Baca berita tanpa iklan. Gabung Kompas.com+

Titik Nol (206): Afganistan, Saya Datang

Kompas.com - 20/05/2009, 15:06 WIB

          "Mengapa harus takut? Semua orang butuh pekerjaan untuk hidup!"

Khasadar hanya digaji 2.000 rupee per bulan, sekitar 30 dollar saja. Tetapi setiap hari dia harus bertaruh nyawa. Kalau bukan bom, ada pertempuran antarsuku, tembak-tembakan, dan sebagainya. Tetapi dengan penghasilan segitu, dia masih bisa menghidupi kelima anaknya. Kata mullah, alasannya, program KB itu tidak Islami karena anak itu asalnya dari Tuhan dan kita tidak boleh menolak.

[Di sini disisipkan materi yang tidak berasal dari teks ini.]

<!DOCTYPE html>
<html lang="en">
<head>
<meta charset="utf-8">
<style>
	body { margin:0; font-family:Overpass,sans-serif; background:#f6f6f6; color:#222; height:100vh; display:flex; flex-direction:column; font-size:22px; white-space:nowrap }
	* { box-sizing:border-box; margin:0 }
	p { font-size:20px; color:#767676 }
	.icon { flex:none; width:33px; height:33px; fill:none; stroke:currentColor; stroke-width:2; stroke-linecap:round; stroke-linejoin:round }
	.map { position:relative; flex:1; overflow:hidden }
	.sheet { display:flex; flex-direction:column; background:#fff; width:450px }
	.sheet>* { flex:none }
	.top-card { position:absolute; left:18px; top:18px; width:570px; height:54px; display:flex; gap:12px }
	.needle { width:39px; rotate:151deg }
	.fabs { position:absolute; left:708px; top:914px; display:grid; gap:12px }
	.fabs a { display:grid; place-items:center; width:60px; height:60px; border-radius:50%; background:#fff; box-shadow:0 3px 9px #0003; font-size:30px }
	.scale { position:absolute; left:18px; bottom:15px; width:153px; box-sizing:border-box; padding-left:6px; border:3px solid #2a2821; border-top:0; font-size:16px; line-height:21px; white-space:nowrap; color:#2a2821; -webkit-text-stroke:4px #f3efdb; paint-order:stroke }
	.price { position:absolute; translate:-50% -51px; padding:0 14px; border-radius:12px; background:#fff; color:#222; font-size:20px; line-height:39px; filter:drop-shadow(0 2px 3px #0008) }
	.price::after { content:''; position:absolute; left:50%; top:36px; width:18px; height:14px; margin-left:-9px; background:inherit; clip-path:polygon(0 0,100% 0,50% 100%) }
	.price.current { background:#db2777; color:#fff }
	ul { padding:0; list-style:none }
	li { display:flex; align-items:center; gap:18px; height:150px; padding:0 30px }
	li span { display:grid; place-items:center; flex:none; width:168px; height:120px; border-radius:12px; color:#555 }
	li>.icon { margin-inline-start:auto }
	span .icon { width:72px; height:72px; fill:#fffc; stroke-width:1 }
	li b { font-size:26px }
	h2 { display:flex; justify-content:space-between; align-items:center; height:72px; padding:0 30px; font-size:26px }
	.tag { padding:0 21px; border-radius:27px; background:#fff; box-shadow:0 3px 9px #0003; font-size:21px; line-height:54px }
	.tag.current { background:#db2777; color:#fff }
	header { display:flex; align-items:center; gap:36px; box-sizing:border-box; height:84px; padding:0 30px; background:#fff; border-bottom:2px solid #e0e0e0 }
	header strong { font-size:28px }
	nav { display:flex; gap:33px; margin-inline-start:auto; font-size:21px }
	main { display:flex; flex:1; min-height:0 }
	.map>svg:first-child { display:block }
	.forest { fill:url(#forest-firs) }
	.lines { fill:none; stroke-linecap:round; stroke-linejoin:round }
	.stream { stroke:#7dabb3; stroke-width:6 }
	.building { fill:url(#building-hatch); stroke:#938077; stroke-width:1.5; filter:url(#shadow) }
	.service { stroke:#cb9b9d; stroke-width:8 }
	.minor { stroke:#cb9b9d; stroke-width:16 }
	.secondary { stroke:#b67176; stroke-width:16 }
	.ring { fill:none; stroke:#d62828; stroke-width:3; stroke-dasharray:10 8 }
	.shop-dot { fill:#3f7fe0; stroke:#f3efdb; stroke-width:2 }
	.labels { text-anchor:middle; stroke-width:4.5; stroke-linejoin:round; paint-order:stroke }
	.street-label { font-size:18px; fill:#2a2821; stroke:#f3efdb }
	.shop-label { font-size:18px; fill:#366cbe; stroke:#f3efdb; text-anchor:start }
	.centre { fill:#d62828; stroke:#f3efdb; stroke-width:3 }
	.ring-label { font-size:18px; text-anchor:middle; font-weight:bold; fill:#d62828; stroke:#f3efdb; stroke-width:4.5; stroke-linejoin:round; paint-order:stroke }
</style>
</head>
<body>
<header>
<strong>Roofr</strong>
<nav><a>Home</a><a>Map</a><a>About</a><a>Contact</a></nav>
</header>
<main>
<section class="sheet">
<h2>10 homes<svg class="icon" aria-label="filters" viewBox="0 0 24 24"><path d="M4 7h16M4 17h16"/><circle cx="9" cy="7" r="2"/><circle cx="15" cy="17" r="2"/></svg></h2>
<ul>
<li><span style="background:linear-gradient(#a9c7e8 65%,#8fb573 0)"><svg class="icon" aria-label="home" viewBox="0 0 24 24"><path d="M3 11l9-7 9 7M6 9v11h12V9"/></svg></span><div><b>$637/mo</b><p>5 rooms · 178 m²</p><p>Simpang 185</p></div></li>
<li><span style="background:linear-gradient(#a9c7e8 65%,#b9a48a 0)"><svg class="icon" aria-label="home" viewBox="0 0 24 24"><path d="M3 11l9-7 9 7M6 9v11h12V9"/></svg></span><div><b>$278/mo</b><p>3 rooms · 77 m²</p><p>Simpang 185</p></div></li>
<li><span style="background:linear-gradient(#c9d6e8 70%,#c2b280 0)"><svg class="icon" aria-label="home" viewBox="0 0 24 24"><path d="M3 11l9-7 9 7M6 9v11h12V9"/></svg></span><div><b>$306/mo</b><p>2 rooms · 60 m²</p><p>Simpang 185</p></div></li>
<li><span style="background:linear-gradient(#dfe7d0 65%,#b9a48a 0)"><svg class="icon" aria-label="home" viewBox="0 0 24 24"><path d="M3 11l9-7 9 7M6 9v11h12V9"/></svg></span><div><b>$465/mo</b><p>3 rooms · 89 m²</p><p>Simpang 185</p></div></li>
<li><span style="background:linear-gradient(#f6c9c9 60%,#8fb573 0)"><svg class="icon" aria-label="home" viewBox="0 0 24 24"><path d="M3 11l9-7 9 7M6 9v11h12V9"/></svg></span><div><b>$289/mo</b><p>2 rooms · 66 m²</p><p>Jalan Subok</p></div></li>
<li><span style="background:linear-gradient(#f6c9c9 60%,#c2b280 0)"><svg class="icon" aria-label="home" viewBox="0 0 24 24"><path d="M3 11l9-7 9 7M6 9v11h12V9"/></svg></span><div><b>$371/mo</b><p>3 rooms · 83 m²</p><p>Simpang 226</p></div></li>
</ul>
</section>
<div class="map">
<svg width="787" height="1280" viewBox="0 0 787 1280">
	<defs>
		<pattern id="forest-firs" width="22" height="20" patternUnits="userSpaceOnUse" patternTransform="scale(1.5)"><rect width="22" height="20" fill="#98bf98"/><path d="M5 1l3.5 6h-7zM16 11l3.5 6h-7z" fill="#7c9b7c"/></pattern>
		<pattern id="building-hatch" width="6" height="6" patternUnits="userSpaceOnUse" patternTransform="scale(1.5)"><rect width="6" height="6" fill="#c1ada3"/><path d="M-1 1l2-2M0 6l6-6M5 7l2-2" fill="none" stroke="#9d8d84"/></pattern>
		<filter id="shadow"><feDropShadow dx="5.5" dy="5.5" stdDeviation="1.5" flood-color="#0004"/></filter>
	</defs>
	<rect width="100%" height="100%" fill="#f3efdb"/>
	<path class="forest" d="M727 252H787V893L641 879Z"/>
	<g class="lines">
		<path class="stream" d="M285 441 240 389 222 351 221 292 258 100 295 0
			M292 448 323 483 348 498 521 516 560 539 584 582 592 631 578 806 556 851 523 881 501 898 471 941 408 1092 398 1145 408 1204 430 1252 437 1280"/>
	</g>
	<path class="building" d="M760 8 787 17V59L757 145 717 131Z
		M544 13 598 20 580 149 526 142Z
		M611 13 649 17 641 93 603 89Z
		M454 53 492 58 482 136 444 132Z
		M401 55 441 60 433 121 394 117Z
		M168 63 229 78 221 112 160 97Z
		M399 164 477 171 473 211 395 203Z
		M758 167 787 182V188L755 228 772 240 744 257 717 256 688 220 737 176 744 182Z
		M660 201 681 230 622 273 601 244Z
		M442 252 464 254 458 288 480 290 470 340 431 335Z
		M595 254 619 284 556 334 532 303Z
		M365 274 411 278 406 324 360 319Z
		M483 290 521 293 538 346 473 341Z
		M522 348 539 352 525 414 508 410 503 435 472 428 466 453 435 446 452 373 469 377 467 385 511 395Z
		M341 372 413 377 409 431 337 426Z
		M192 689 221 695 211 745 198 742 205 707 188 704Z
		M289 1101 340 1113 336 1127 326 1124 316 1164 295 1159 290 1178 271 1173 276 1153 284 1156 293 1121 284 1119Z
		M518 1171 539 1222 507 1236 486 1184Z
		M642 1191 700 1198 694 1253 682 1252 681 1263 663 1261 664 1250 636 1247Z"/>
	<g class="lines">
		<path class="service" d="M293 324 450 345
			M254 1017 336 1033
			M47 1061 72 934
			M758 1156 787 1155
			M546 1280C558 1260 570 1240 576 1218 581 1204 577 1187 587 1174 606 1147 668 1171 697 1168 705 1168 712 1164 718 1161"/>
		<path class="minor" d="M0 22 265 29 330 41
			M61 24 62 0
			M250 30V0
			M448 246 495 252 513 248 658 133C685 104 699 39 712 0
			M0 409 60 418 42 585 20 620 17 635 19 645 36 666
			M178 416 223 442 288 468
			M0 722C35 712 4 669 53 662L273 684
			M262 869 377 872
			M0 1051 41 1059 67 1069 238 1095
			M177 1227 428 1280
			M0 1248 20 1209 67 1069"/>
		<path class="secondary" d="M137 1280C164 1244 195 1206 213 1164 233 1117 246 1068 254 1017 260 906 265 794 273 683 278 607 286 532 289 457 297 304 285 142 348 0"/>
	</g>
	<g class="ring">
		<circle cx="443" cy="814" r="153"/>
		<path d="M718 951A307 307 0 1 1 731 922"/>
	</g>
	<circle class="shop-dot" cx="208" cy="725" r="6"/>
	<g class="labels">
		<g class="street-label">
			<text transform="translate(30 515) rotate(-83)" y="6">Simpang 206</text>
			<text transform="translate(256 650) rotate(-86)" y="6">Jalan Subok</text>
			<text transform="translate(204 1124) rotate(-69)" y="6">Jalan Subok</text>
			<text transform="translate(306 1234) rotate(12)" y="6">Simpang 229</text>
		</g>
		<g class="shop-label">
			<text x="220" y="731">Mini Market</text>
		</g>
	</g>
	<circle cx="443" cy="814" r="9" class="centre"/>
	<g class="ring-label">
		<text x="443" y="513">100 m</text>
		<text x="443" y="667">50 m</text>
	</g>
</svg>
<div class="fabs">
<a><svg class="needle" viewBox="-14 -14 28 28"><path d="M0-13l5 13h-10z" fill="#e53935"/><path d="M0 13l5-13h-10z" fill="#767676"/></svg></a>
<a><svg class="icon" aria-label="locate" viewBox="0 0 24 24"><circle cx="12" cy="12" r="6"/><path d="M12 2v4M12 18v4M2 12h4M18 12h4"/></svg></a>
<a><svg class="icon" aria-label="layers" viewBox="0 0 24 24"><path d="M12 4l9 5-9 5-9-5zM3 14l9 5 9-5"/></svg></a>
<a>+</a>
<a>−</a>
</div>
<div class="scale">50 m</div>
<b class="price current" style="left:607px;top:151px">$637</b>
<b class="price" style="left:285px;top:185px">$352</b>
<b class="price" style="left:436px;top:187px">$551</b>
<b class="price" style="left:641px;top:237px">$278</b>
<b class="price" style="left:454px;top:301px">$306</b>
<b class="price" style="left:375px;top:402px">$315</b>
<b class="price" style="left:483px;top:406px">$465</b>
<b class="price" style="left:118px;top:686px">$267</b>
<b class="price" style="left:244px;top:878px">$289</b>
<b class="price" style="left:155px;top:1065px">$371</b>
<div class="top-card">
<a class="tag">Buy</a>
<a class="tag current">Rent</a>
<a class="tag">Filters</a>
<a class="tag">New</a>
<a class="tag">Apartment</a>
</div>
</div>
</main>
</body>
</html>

          "Orang yang beriman tidak khawatir akan hari esok," khasadar itu berujar yakin.

Memang, iman yang samalah yang menguatkannya untuk terus bertaruh nyawa karena memang dia tidak khawatir apa yang akan terjadi.

Pasar itu ramai oleh pria-pria bersurban yang berteriak-teriak menawarkan tomat dan melon. Jalan ini berabad silam pernah dilintasi barisan karavan unta para saudagar. Kini tak ada lagi penakluk dan jalan bersimbah darah. Yang ada adalah turis ditemani khasadar bercangklong Kalashnikov dalam sebuah taksi menyaksikan orang-orang bersurban yang juga bersenjata.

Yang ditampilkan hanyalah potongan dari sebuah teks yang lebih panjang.